══ MATERIAL FOR THIS TASK

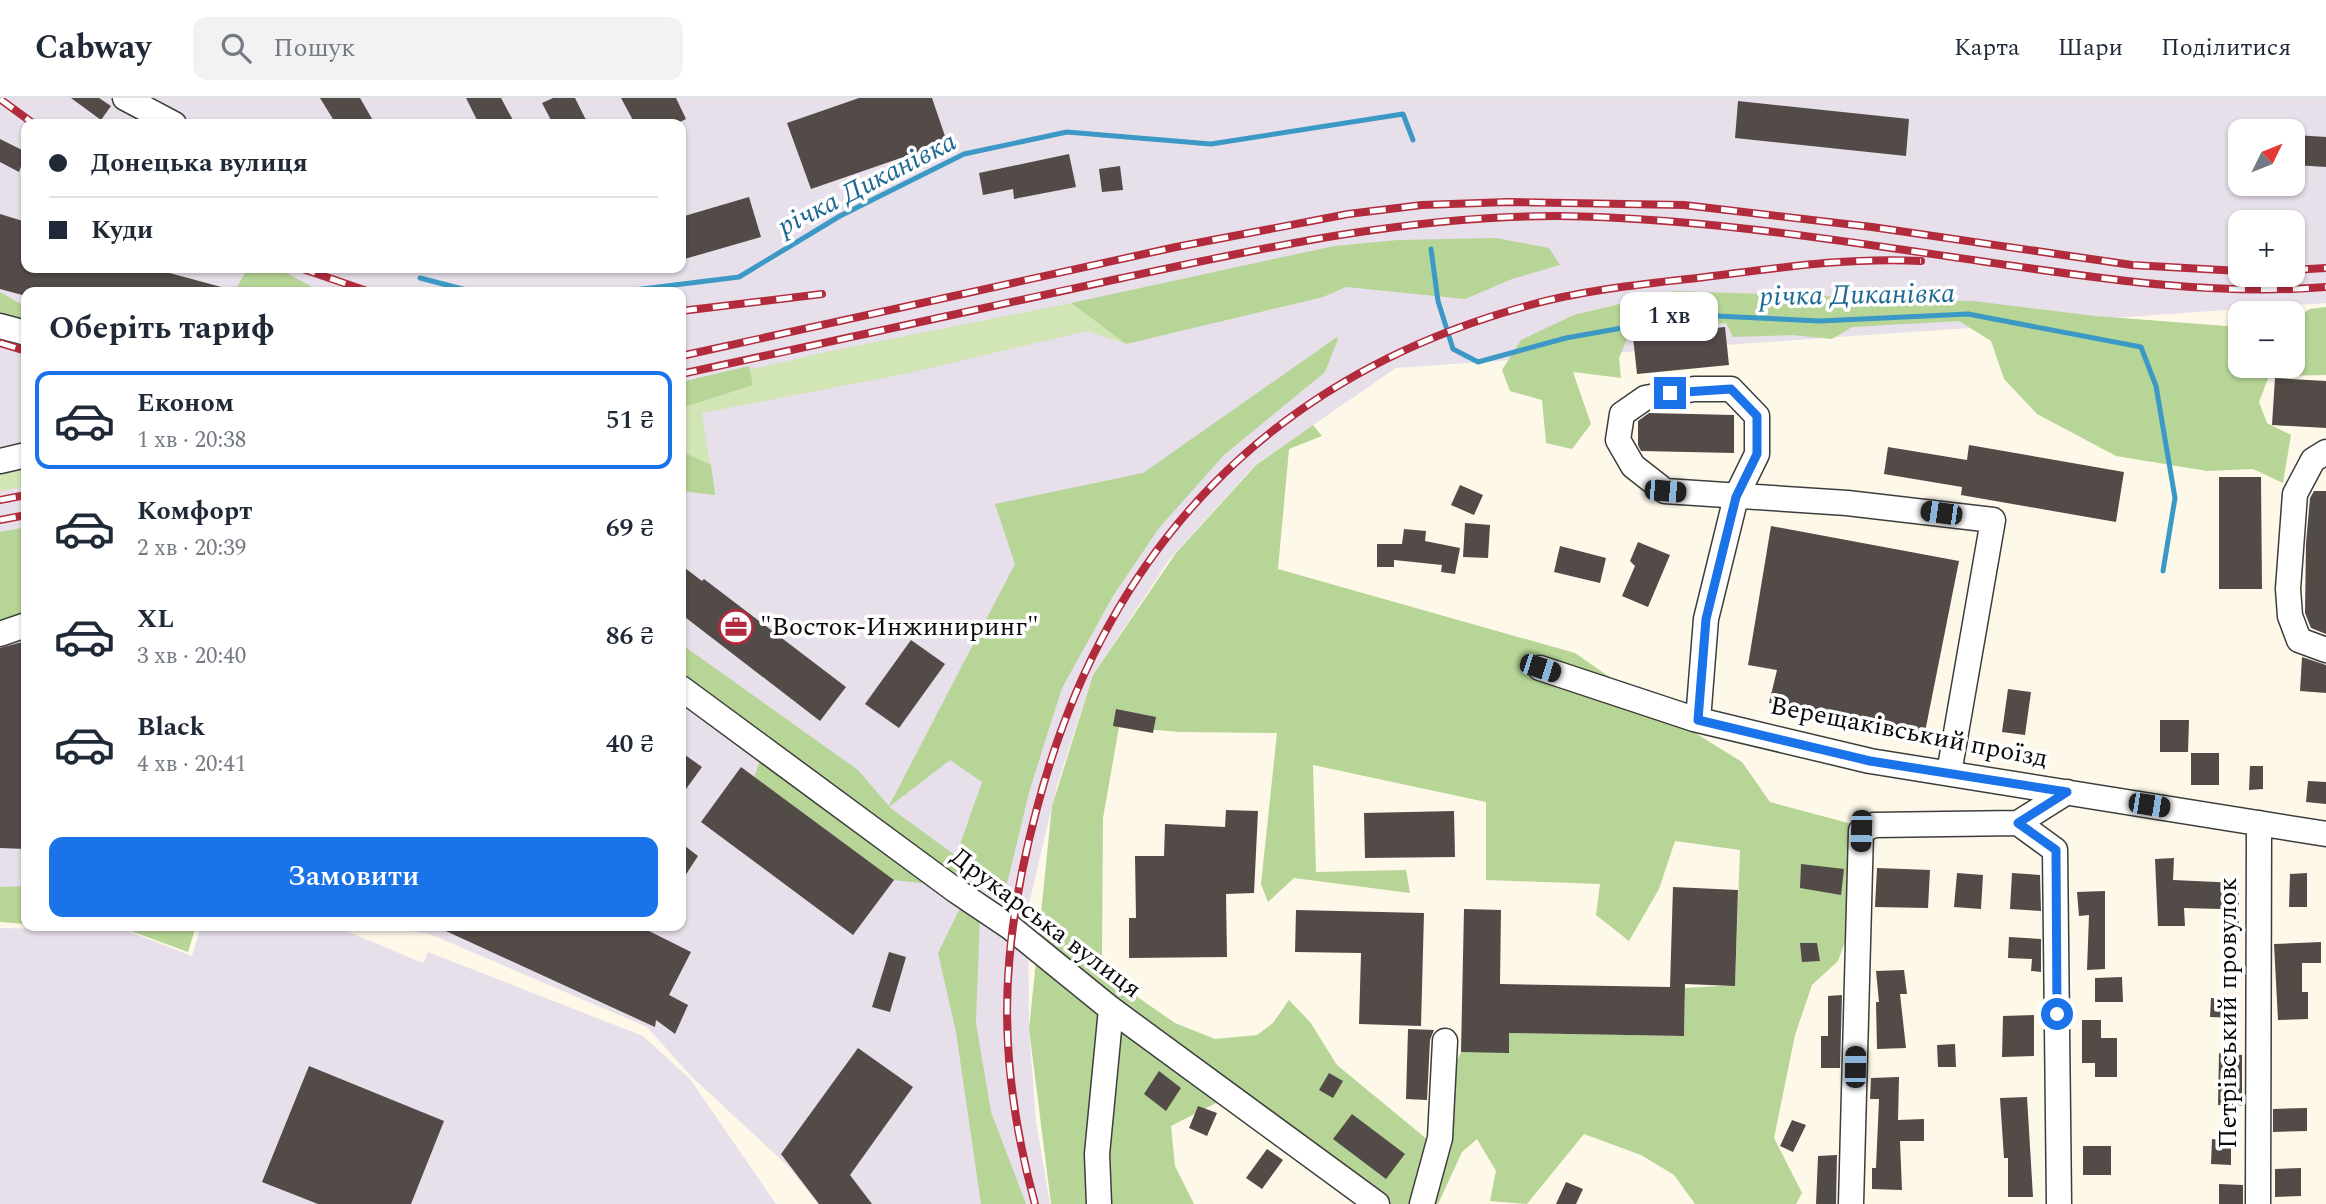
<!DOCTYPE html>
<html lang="uk">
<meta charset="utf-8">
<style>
body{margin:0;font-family:Spectral,serif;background:#f2f2f3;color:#1f2937;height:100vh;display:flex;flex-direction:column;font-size:26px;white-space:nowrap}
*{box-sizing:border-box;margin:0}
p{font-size:23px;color:#747a83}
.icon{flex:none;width:38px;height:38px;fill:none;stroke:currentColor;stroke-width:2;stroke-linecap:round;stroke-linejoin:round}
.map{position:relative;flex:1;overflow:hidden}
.panel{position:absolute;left:21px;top:189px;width:665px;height:644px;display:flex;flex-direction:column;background:#fff;border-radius:14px;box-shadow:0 2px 5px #0004}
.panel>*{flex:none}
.guide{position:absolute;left:21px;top:21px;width:665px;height:154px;border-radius:14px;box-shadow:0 2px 5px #0004;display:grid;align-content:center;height:154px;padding:0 28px;background:#fff}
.needle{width:46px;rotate:47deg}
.buttons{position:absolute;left:2228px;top:21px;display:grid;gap:14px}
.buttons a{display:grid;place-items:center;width:77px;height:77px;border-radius:14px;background:#fff;box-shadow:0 2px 5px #0004;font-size:35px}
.end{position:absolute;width:32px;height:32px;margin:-16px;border:9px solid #1a73e8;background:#fff;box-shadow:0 0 0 4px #fff}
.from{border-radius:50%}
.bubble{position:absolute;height:49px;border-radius:14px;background:#fff;box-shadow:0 2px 5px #0004;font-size:23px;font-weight:600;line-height:49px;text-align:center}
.car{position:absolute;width:21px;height:42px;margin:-21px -10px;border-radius:9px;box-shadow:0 0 5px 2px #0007;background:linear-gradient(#222 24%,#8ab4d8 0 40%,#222 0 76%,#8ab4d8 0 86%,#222 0)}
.guide b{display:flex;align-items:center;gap:24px;height:66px;font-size:26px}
.guide b+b{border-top:2px solid #e0e1e3}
.guide i{width:18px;height:18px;background:#1f2937}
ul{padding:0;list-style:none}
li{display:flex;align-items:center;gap:21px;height:98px;margin:0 14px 10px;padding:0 14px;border:4px solid transparent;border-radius:14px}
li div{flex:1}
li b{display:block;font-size:26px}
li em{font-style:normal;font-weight:600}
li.active{border-color:#1a73e8}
li>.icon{width:63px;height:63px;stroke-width:1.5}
h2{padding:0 28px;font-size:32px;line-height:84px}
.cta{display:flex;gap:14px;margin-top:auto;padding:14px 28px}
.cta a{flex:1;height:80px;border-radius:14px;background:#1a73e8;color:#fff;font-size:28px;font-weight:600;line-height:80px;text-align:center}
header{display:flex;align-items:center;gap:42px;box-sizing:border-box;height:98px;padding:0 35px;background:#fff;border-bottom:2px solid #e0e1e3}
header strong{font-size:33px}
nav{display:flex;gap:38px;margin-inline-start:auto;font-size:24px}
.search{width:490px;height:63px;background:#f2f2f3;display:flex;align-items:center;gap:18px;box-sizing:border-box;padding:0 24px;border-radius:14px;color:#747a83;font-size:26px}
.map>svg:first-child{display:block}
</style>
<header>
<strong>Cabway</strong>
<div class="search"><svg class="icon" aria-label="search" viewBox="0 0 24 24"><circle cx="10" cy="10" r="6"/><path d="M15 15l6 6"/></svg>Пошук</div>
<nav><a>Карта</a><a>Шари</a><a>Поділитися</a></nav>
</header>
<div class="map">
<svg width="2326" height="1106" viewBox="0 0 2326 1106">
<rect width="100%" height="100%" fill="#fef8e9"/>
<path fill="#e7dfe9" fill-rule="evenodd" d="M0,0H2326V205L1396,270L1255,367L1169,462L1093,577L1057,687L1028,810L1029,931L1036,1023L1050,1106H818L788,1068L692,979L647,929L430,836L387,828H681V194H26V816H0ZM26,26H681V170H26ZM2240,33H2292V86H2240ZM2240,124H2292V177H2240Z
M201,828L295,832L298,828H334L423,865L428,854L643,938L690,981L776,1106H0V830L128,833L192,858Z"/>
<path fill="#d2e5b5" d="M1071,205L1126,246L1087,233L909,275L702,315L715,397L681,391V288L826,254Z
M26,356V388L0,393V362Z"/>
<path fill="#b7d596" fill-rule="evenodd" d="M1496,140L1549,150L1560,167L1512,181L1465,201L1346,189L1323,199L1126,246L1071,205L1334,148L1398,142Z
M248,170H277L322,194H234Z
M1673,193L1973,203L2095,218L2240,229V268H2292L2293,221L2310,211L2326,209V277L2269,278L2259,304L2267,325L2291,337L2283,385L2253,371L2207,373L2116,358L2037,316L2004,281L1991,243L1959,223L1852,229L1832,241L1792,237L1733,239L1726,225L1630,234L1619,260L1621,280L1573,274L1591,326L1572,351L1546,345L1542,302L1510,293L1502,272L1521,242L1574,217Z
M0,194L26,209V235L0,228Z
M1337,239L1338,241L1325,274L1224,357L1159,430L1113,498L1062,590L1030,691L1003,802L964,769L962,790L894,782L754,679L766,646L681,580V546L858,672L889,708L1015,466L995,406L1143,375ZM950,662L982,684L956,758L889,709Z
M749,268L753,287L681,310V284Z
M1313,327L1322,338L1289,351L1278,471L1575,555L1647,605L1742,664L1770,704L1852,726L1859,805L1838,863L1812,887L1795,937L1774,1040L1802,1095L1796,1106H1695L1674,1077L1641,1057L1584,1036L1527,1106L1490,1103L1496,1073L1477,1041L1462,1054L1438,1106H1377L1230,998L1171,1028L1175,1068L1194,1106H1051L1029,931L1052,708L1093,577L1176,455L1256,367ZM1119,629L1180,634L1277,635L1261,786L1268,804L1294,780L1410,795L1406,772L1316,774L1313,667L1486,704V782L1600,786L1596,817L1629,843L1659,791L1675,743L1740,752L1735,887L1685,890L1684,938L1509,935L1461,954L1434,1012L1428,1042L1337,967L1310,924L1289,902L1273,925L1257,937L1215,941L1175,925L1123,889L1102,858L1103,720Z
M681,353L711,367L715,397L681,393Z
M26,429V525L0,531V434Z
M26,788V826L0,824V789Z
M965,800L980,815L976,925L991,1014L1026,1106H981L956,934L938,855Z
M55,828H196L188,854L128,832Z"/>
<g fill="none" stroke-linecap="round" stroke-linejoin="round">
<path stroke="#3c99c5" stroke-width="5" d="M1431,151L1438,203L1453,251L1478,264L1566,240L1695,217L1820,223L1968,216L2141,249L2156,288L2175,400L2163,473
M420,180L474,194
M618,194L739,179L840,118L964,56L1067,34L1211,46L1403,16L1413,42"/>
</g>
<path fill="#524b48" d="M71,0H99L111,8L101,22Z
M320,0H360L375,26H336Z
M466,0H501L515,26H479Z
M553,0H575L588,26H553L542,5Z
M621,0H676L686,21L676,26H635Z
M859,0H932L947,44L811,91L787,25Z
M1738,3L1909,21L1906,58L1735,40Z
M2295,37L2326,39V69L2294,67Z
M0,41L26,54L19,74L0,64Z
M1069,56L1076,89L1014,101L1013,91L983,97L979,75Z
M1120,68L1123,92L1102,94L1099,71Z
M749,99L761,139L681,162V119Z
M0,116L26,124V170H151L225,190V194H26V198L0,191Z
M1725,229L1729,267L1637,276L1633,239Z
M2275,280L2326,283V330L2272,327Z
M1649,315L1734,317V355L1641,353L1638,347V323Z
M1969,347L2124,374L2116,424L1961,397L1962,389L1884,376L1888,349L1967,362Z
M2219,379H2261L2262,491H2219Z
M1460,387L1483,397L1474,417L1451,407Z
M2314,393H2326V536L2311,530L2305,515L2306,445L2310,400Z
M1465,425L1490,427L1488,460L1463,459Z
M1771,428L1959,463L1925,634L1769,605L1777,572L1748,567Z
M1404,431L1426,433L1425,443L1460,450L1455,476L1441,474L1442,467L1394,462V469H1377V446H1402Z
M1638,444L1670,457L1648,509L1622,498L1635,468L1630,463Z
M1560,448L1606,460L1600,485L1554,474Z
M681,467L702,483L704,481L846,589L820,623L681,516Z
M911,542L945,566L899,630L865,606Z
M26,543V751L0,750V550Z
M2302,559L2326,567V595L2300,593Z
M2008,591L2031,594L2025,637L2002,634Z
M1116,611L1156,619L1153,635L1113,628Z
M2160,622H2189L2188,654H2160Z
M681,654L702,669L681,698Z
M2191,655H2219V687H2191Z
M2250,668H2263V691L2249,692Z
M741,669L894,782L853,837L701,724Z
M2308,683L2326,684V706L2306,704Z
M1226,712L1258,713L1254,795L1226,796L1227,859L1129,860V820H1136L1135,758H1164L1165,726L1225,729Z
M1454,713L1455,759L1365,760L1364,715Z
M681,745L698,758L681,784Z
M2174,760L2173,782L2239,785V842L2221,841V811L2184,810L2185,828H2158L2155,761Z
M1801,766L1844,771L1841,797L1800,790Z
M1877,770L1930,772L1928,810L1875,809Z
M1957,775L1983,777L1981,811L1954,809Z
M2012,775L2040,777L2041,813L2010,811Z
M2307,775V809H2289L2290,776Z
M1673,789L1738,792L1735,888L1685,886L1684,938L1509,935V955L1461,954L1464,811L1501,812L1500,886L1670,889Z
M2105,793V871L2087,872L2089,817L2079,818L2077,794Z
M1296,812L1424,815L1421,928L1359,926L1361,855L1295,854Z
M435,828H653L649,833L691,854L669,897L688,907L675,936L656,922L655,929Z
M2009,839L2041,841V874L2031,873L2032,861L2008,860Z
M2321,844V865H2302V894H2308V921L2278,922L2274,846Z
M1800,845H1817L1820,863L1802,864Z
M889,854L906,859L890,914L872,909Z
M1904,872L1907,896H1900L1906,950L1877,951L1876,904H1879L1876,873Z
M2122,879L2123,904H2095V880Z
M1842,897L1840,970H1821V938H1828V898Z
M2211,900L2233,901V920L2210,919Z
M2034,917V958L2002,959L2003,918Z
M2082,922H2101V940H2117V979H2095V965H2082Z
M1408,931L1434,932L1430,942L1427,1002L1406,1001Z
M1955,946L1956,969H1938L1937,947Z
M858,950L913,989L850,1077L872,1106H819L781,1056Z
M2219,955L2242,957V1008L2218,1007Z
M309,968L444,1023L411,1106H318L262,1084Z
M1159,973L1181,990L1166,1013L1144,996Z
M1329,975L1343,983L1333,1000L1319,992Z
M1899,979L1898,1022L1924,1021V1043H1900L1902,1092L1872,1091V1070H1876L1879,1001H1870L1871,980Z
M2027,999L2033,1099H2008V1060H2004L2000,1000Z
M1198,1008L1217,1015L1207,1038L1189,1030Z
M2307,1010V1033L2273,1034V1011Z
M1352,1016L1405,1056L1386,1081L1333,1041Z
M1792,1022L1806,1027L1793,1054L1780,1048Z
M2212,1041L2231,1043V1067L2211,1066Z
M2083,1048H2111V1077H2083Z
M1267,1051L1283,1062L1262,1091L1246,1080Z
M1837,1057L1836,1106H1816L1818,1058Z
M2301,1070V1098L2275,1099V1071Z
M1566,1084L1583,1091L1576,1106H1556Z
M2219,1086L2243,1087V1106H2219Z"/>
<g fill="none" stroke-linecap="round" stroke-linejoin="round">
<g stroke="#3d3d3d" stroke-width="27">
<path id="minor" d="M125,0L174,26
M0,228L26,235
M2326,354L2313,362L2295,396L2288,491L2290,518L2299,542L2326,552
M0,363L26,357
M0,536L26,527
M1540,570L1694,621L1870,663L2326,736
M681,590L955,792L1010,829L1111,911L1377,1106
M1698,622L1706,521L1736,399L1757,356V318L1731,291H1694L1645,300L1622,316L1618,342L1633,368L1665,393L1847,405L1993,422L1949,675
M2018,725L2055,752L2059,1106
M1099,1106L1097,1056L1111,911
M1422,1106L1440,1040L1445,943
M1851,1106L1861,733L1874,727L2018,725L2067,694
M2258,1106L2259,725"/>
</g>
<use href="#minor" stroke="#fff" stroke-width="24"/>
<g stroke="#b22b3c" stroke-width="8">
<path id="rail" d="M0,1L34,26
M300,170L370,194
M2292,172L2326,170
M681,213L822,196
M0,245L26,253
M681,258L1176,149L1348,116L1422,107L1508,104L1684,107L1872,129L2132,167L2240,173
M681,276C828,245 975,211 1122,180C1267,149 1412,117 1561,118C1706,120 1849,144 1993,165C2104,181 2214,198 2326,189
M0,402L26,397
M0,422L26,417
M1035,1106C996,963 999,852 1037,710C1105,451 1271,277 1530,207C1587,191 1647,186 1705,179C1778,170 1848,159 1921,163"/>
</g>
<use href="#rail" stroke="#fff" stroke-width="5" stroke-dasharray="16" stroke-linecap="butt"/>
</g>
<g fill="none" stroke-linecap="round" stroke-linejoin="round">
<path stroke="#1a73e8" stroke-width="9" d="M1670,295L1731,291L1757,318V356L1736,399L1706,521L1698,622L1870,663L2067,694L2018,725L2056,752L2057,916"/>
</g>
<defs>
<g id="office-ring" transform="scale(1.75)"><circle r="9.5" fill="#fff" stroke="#b22b3c" stroke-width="1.5"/><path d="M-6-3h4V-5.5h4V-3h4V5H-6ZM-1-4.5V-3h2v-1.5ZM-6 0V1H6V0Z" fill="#b22b3c"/></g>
</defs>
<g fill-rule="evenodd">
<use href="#office-ring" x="736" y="529"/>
</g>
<g text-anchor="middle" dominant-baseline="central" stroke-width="7" stroke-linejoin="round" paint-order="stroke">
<g font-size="26" fill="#0a0a0a" stroke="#fff" text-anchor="start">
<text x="760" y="529">"Восток-Инжиниринг"</text>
</g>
<g font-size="26" fill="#0a0a0a" stroke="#fff">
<text transform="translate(1909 634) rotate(11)">Верещаківський проїзд</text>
<text transform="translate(1046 825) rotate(37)">Друкарська вулиця</text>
<text transform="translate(2228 915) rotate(-90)">Петрівський провулок</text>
</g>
<g font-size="28" font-style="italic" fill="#1c6994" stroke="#fff">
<text transform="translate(867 86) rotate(-27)">річка Диканівка</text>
<text transform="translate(1857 197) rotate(-1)">річка Диканівка</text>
</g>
</g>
</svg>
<div class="buttons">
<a><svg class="needle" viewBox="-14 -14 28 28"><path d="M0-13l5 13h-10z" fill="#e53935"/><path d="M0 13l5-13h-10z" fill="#747a83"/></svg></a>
<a>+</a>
<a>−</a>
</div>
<i class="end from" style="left:2057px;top:916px"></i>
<i class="end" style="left:1670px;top:295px"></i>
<div class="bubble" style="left:1620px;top:194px;width:98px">1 хв</div>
<i class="car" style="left:1665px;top:393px;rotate:95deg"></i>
<i class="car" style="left:1941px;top:415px;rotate:278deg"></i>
<i class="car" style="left:1540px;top:570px;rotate:108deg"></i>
<i class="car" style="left:2149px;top:707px;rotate:99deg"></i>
<i class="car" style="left:1861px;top:733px;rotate:182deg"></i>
<i class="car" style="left:1855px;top:969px;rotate:1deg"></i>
<div class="guide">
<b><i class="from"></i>Донецька вулиця</b>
<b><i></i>Куди</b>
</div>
<section class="panel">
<h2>Оберіть тариф</h2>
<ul>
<li class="active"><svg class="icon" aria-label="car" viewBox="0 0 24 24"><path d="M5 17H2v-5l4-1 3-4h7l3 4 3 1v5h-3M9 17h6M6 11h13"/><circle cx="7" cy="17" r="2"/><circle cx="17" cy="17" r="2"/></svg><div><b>Економ</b><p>1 хв · 20:38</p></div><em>51 ₴</em></li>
<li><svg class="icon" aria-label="car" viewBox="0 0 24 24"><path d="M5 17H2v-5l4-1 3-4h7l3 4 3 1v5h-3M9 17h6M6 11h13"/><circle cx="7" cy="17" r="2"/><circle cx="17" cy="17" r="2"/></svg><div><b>Комфорт</b><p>2 хв · 20:39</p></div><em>69 ₴</em></li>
<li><svg class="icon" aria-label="car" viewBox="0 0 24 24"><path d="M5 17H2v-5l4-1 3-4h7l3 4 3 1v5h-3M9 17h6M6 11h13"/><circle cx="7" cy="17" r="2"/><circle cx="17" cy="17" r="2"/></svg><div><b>XL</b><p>3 хв · 20:40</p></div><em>86 ₴</em></li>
<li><svg class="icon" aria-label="car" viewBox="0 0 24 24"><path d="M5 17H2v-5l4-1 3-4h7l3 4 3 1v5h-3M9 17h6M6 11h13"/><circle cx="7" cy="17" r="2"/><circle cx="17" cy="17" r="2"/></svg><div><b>Black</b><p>4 хв · 20:41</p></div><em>40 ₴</em></li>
</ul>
<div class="cta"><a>Замовити</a></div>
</section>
</div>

════

• TO DO
Copy only this part of the entries above: the line with "M1649,315L1734,317V355L1641,353L1638,347V323Z", the line with "M2034,917V958L2002,959L2003,918Z", and the lines between, all exactly as written.

• OUTPUT OF THE EXERCISE
M1649,315L1734,317V355L1641,353L1638,347V323Z
M1969,347L2124,374L2116,424L1961,397L1962,389L1884,376L1888,349L1967,362Z
M2219,379H2261L2262,491H2219Z
M1460,387L1483,397L1474,417L1451,407Z
M2314,393H2326V536L2311,530L2305,515L2306,445L2310,400Z
M1465,425L1490,427L1488,460L1463,459Z
M1771,428L1959,463L1925,634L1769,605L1777,572L1748,567Z
M1404,431L1426,433L1425,443L1460,450L1455,476L1441,474L1442,467L1394,462V469H1377V446H1402Z
M1638,444L1670,457L1648,509L1622,498L1635,468L1630,463Z
M1560,448L1606,460L1600,485L1554,474Z
M681,467L702,483L704,481L846,589L820,623L681,516Z
M911,542L945,566L899,630L865,606Z
M26,543V751L0,750V550Z
M2302,559L2326,567V595L2300,593Z
M2008,591L2031,594L2025,637L2002,634Z
M1116,611L1156,619L1153,635L1113,628Z
M2160,622H2189L2188,654H2160Z
M681,654L702,669L681,698Z
M2191,655H2219V687H2191Z
M2250,668H2263V691L2249,692Z
M741,669L894,782L853,837L701,724Z
M2308,683L2326,684V706L2306,704Z
M1226,712L1258,713L1254,795L1226,796L1227,859L1129,860V820H1136L1135,758H1164L1165,726L1225,729Z
M1454,713L1455,759L1365,760L1364,715Z
M681,745L698,758L681,784Z
M2174,760L2173,782L2239,785V842L2221,841V811L2184,810L2185,828H2158L2155,761Z
M1801,766L1844,771L1841,797L1800,790Z
M1877,770L1930,772L1928,810L1875,809Z
M1957,775L1983,777L1981,811L1954,809Z
M2012,775L2040,777L2041,813L2010,811Z
M2307,775V809H2289L2290,776Z
M1673,789L1738,792L1735,888L1685,886L1684,938L1509,935V955L1461,954L1464,811L1501,812L1500,886L1670,889Z
M2105,793V871L2087,872L2089,817L2079,818L2077,794Z
M1296,812L1424,815L1421,928L1359,926L1361,855L1295,854Z
M435,828H653L649,833L691,854L669,897L688,907L675,936L656,922L655,929Z
M2009,839L2041,841V874L2031,873L2032,861L2008,860Z
M2321,844V865H2302V894H2308V921L2278,922L2274,846Z
M1800,845H1817L1820,863L1802,864Z
M889,854L906,859L890,914L872,909Z
M1904,872L1907,896H1900L1906,950L1877,951L1876,904H1879L1876,873Z
M2122,879L2123,904H2095V880Z
M1842,897L1840,970H1821V938H1828V898Z
M2211,900L2233,901V920L2210,919Z
M2034,917V958L2002,959L2003,918Z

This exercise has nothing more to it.